CERN-Solid brainstorming meeting

Europe/Zurich
28/R-015 (CERN)

28/R-015

CERN

15
Show room on map
Maria Dimou (CERN)
Description

The aim of this first brainstorming  meeting is to exchange technical information on the standardisation activities of the Solid project between representatives of Solid implementors  and CERN developers of popular and very visible applications, like Indico and Invenio.

Speakers: Mitzi László , Sarven Capadisli, , Maria Dimou, Pedro Ferreira, Lars Nielsen, Jakub (Kuba) Moscicki, Hugo González Labrador

Group management members: José Benito Gonzales, Thomas Baron, Eduardo Alvarez Fernandez (for Andreas Wagner), Tim Smith

NYTimes article of 2019/11/24 and the Richard Dimbleby talk by Sir Tim Berners-Lee.

Photo from the CERN-Solid meeting of 20200207

 

Present

Mitzi, Maria, Sarven, Thomas, José, Pedro, Adrian, Eduardo, Lars and

Hugo, Kuba, Tim (partially).

Apologies: Andreas, Michal.

Notes by Maria with comments by Sarven.

Executive summary of the conclusions

a. The Solid project core idea of  loose-coupling of identity, identification, authentication, authorization, data and user interfaces (applications) is attractive for all Web applications. 
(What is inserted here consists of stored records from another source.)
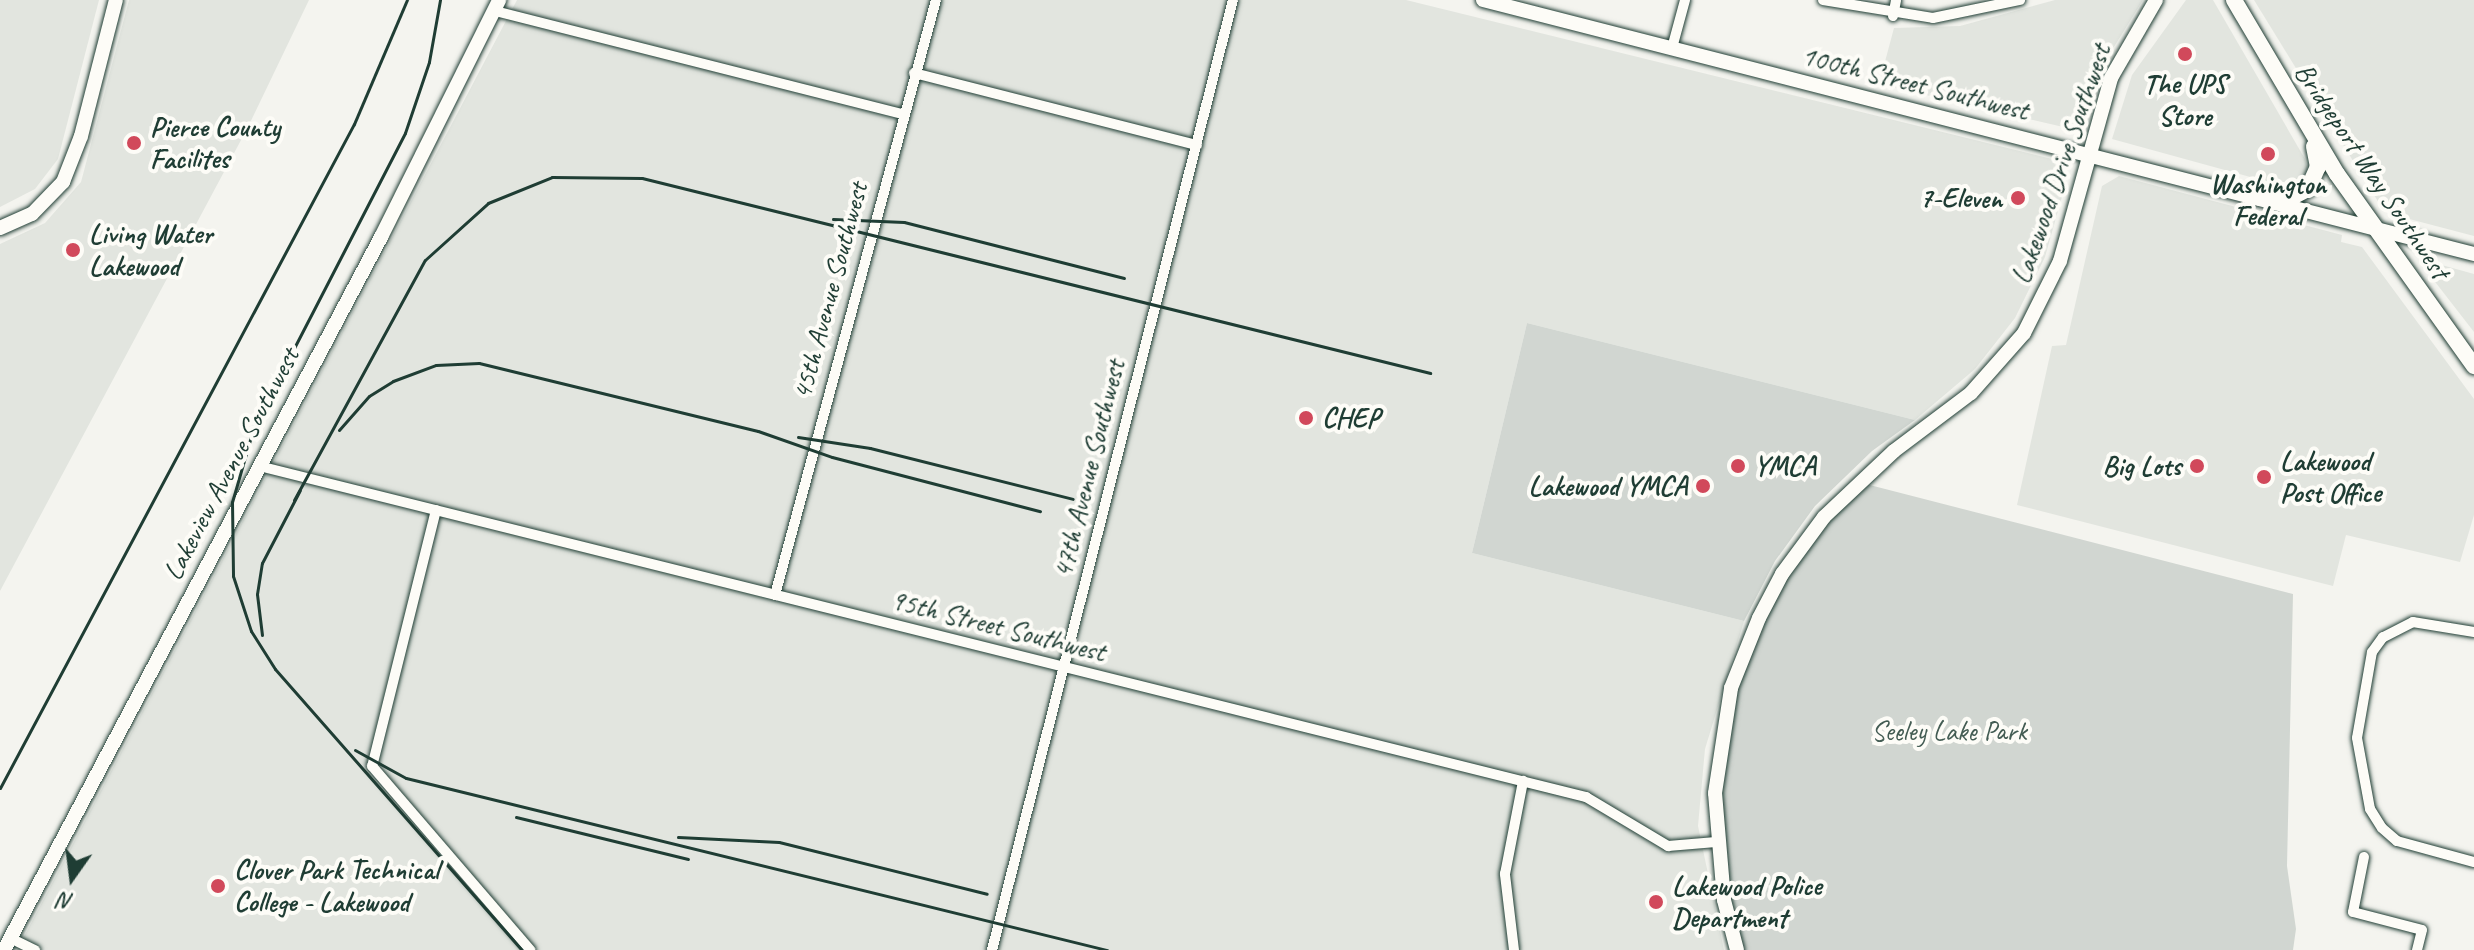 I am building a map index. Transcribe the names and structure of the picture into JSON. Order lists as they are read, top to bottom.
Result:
{
  "streets": {
    "main road": [
      "100th Street Southwest",
      "Lakewood Drive Southwest",
      "Bridgeport Way Southwest",
      "Lakeview Avenue Southwest"
    ],
    "street": ["45th Avenue Southwest", "47th Avenue Southwest", "95th Street Southwest"]
  },
  "crossings": [
    ["100th Street Southwest", "Lakewood Drive Southwest"],
    ["100th Street Southwest", "Bridgeport Way Southwest"],
    ["Lakewood Drive Southwest", "95th Street Southwest"],
    ["45th Avenue Southwest", "95th Street Southwest"],
    ["Lakeview Avenue Southwest", "95th Street Southwest"],
    ["47th Avenue Southwest", "95th Street Southwest"]
  ],
  "parks": ["Seeley Lake Park"],
  "places": [
    "The UPS Store",
    "Pierce County Facilites",
    "Washington Federal",
    "7-Eleven",
    "Living Water Lakewood",
    "CHEP",
    "YMCA",
    "Big Lots",
    "Lakewood Post Office",
    "Lakewood YMCA",
    "Clover Park Technical College - Lakewood",
    "Lakewood Police Department"
  ],
  "north": "bottom"
} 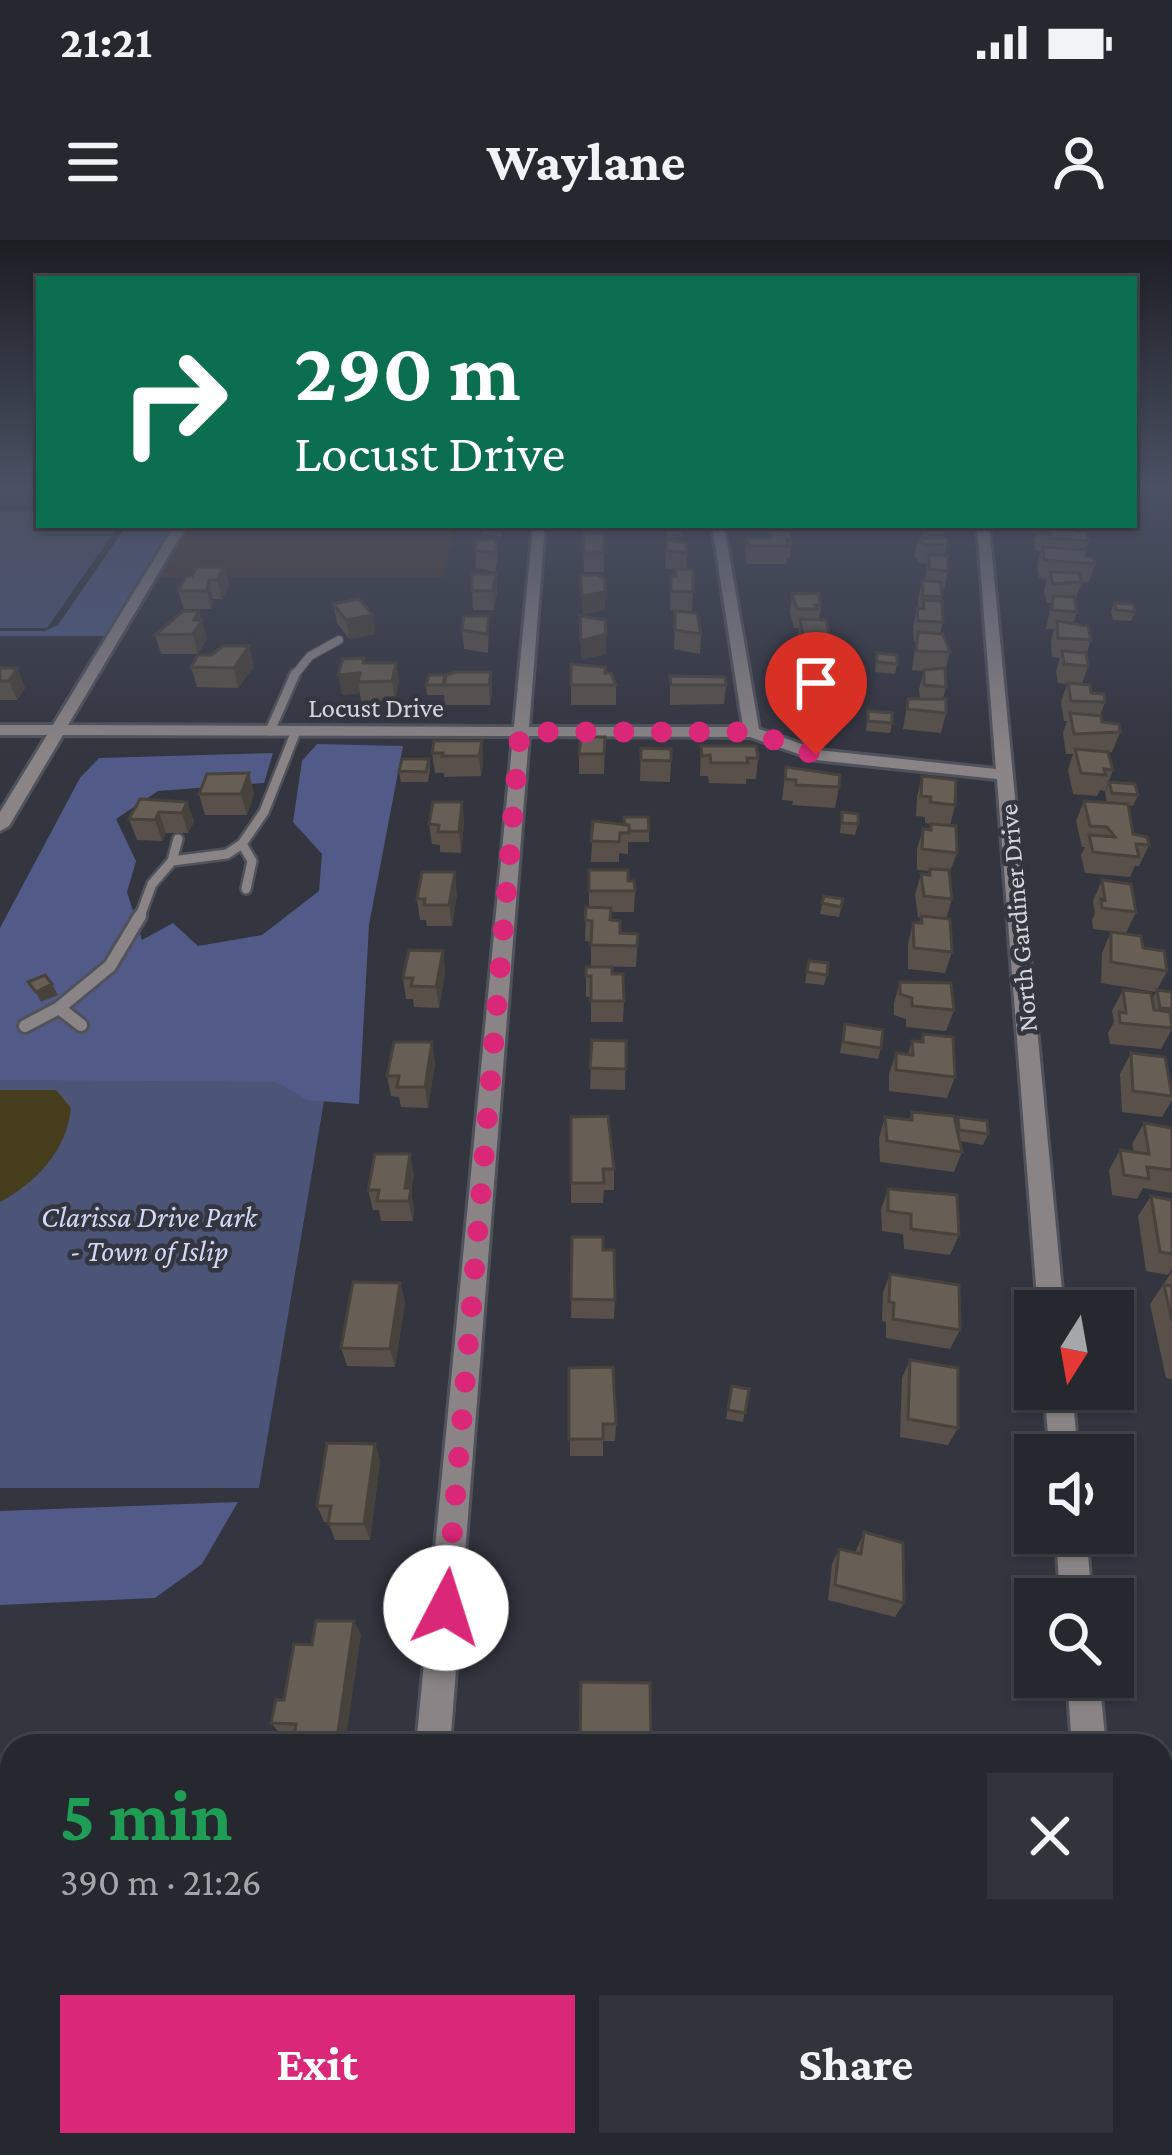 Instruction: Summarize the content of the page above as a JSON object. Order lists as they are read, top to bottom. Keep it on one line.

b. The CERN use cases are currently not in the focus of Solid, still they are in its scope. The dokieli example shows similarity, even complementarity of requirements. CERN developers felt some time is necessary for the Solid specifications to be complete and the interaction method between developers to be clear for handing them over and receiving contributions. Sarven suggests to take individual notions under the Solid umbrella, that can be adopted by CERN projects,  and evolve the specifications based on the problems encountered and documented. The area of notifications is worth exploring further.
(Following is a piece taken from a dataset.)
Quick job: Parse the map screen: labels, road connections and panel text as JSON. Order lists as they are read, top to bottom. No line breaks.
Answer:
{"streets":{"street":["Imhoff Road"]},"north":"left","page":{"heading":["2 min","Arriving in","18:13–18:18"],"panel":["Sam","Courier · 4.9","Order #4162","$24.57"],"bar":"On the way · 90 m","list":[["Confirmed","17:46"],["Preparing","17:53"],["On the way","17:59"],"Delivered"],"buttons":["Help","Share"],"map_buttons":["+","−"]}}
c. Maria, as CERN-Solid collaboration manager, will maintain the interface between Solid and CERN developers, as point b above becomes clear. This exchange/collaboration exercise will naturally need a period of discovery and adaptation. Once the content of another f2f meeting is defined, it will be scheduled - probably in Q3 2020 .
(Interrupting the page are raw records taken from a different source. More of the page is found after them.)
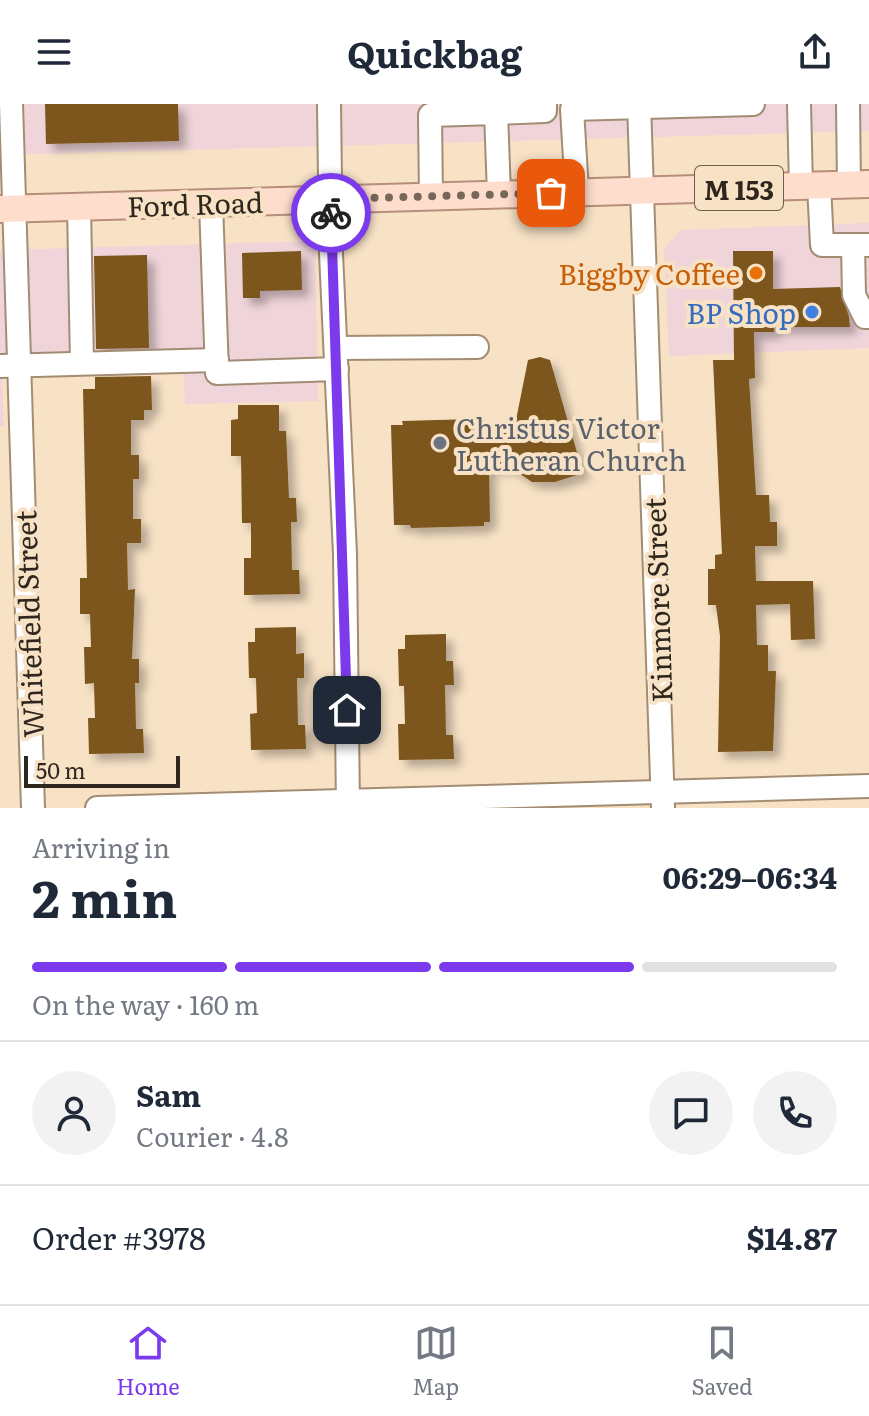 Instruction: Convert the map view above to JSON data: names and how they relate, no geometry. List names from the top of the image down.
{
  "streets": {
    "main road": ["M 153", "Ford Road"],
    "street": ["Kinmore Street", "Whitefield Street"]
  },
  "crossings": [
    ["Ford Road", "Kinmore Street"],
    ["Ford Road", "Whitefield Street"]
  ],
  "places": ["Biggby Coffee", "BP Shop", "Christus Victor Lutheran Church"],
  "scale_bar": "50 m",
  "page": {
    "header": "Quickbag",
    "scale": "50 m",
    "heading": ["2 min", "Arriving in", "06:29–06:34"],
    "panel": [
      "Sam",
      "Courier · 4.8",
      "Order #3978",
      "$14.87"
    ],
    "bar": "On the way · 160 m",
    "tabs": ["Home", "Map", "Saved"]
  }
}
Details on the presentations (slides linked from the agenda) and the discussions that followed. All the links to the applications explained here are on the agenda and listed on the CERN-Solid category index page.

Problems of the web today (Mitzi)

Feedback from the participants on problems of the web today:

  • data silos with no sharing possible - Pedro
  • lack of control of one's own data - Eduardo
  • human nature - technology shows the same problems as the ones seen in society - Lars
  • data sovereignty and personal freedom to choose one's hw/sw - Hugo
  • cash in hundreds of billions ($961.3B for Apple) in the bank for GAFAMs - competition with them is impossible for small innovative companies - Mitzi

Solutions proposed and their challenges

  • separate storage from user identification and application.
  • user decides where to store his/her data.
  • inter-operability isn't happening because there are serious financial intensives for big companies to make it impossible.
  • there are already > 300.000 standards. the people sitting in the standards' committees are paid by big companies, so their good intentions are limited by their employers' interests.
  • it is hard to persuade on a technical solution when there is no financial incentive.
  • there is a question about who is the data owner - the one who publishes or the one who accesses?
  • user freedom to choose where his/her data will sit is part of the policy of CERN (Hugo).
  • if there were a consensus on the infrastructure level, the applications would follow (Eduardo).
  • the computing experts are few and the great public just wants practical solutions.
  • convenience outlays everything including education. For big companies there is no incentive to change what they do now.
  • there should be a technical solution on search and data ownership.
  • only by making a solution that is convenient and show you can drive the functionality you can stand a chance. (Tim)
  • every invention has good and bad applications. Only regulation can stop the bad side-effects of every invention. (Lars)
  • telecoms have been closed circuits and they opened up because they became international. Big american companies would not agree to put their own (american) interests aside. (Pedro)
  • One should have control of who you share your data with. Publish and be able to choose the providers who can give you back the service you need. (Sarven)
  • At the end of the day, even if you have the freedom to select a provider, you can't see what happens with your data after and behind, so one needs to be able to trust. (Maria)

Indico (Pedro)

Mitzi asks whether Indico complies with the Solid specs. The answer is 'no'. Sarven says the Indico implementation is very close anyway.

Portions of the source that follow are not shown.